→ **Exercise aim**
Where does the word "Keep" appear in the entries below? Copy each line that holds it.

→ **Records for the task**
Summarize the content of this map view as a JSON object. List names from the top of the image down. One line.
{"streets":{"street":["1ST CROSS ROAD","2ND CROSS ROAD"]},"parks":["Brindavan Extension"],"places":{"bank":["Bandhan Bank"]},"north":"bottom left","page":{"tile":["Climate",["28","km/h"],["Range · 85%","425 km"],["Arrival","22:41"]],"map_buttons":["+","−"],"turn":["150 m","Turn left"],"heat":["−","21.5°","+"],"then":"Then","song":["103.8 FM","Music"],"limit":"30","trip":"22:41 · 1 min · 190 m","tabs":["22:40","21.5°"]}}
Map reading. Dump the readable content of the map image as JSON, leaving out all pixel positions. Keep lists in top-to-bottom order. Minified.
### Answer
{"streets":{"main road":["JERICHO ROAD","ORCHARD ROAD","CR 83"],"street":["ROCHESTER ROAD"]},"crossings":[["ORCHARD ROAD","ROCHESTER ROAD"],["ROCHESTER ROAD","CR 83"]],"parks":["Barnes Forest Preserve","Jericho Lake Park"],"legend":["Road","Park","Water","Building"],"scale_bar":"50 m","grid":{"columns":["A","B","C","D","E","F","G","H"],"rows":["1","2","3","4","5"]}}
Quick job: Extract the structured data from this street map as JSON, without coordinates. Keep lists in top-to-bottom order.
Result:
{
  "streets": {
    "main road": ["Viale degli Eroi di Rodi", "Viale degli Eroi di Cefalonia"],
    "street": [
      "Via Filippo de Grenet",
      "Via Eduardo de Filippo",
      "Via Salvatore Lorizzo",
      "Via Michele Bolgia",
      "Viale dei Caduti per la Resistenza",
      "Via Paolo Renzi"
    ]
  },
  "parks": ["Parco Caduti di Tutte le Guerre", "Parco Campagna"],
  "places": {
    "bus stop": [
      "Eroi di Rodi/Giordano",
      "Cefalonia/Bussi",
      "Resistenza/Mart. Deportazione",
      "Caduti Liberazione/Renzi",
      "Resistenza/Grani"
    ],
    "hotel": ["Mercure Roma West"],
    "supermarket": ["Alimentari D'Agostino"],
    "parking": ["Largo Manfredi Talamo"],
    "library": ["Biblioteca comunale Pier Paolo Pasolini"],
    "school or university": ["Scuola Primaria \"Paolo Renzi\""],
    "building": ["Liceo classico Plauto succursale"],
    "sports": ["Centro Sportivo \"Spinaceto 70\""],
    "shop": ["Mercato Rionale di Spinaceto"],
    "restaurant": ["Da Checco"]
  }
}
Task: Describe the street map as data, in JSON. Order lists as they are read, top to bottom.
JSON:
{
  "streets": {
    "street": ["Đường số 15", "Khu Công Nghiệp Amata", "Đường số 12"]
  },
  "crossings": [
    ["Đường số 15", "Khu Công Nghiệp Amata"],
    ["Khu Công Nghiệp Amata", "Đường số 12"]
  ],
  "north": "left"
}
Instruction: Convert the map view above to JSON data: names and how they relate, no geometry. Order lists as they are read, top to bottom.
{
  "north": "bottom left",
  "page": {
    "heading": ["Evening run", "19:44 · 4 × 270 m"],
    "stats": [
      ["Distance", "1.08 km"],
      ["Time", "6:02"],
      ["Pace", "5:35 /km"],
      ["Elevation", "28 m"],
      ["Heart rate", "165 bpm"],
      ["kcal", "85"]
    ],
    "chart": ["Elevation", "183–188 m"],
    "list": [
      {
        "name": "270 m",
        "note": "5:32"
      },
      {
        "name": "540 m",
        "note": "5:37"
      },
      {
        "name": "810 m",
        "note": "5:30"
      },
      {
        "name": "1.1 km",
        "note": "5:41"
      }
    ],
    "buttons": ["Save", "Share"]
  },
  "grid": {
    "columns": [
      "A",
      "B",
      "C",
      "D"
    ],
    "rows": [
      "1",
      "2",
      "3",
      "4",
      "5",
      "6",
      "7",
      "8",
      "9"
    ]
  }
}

→ **Response to the exercise**
Map reading. Dump the readable content of the map image as JSON, leaving out all pixel positions. Keep lists in top-to-bottom order. Minified.
Quick job: Extract the structured data from this street map as JSON, without coordinates. Keep lists in top-to-bottom order.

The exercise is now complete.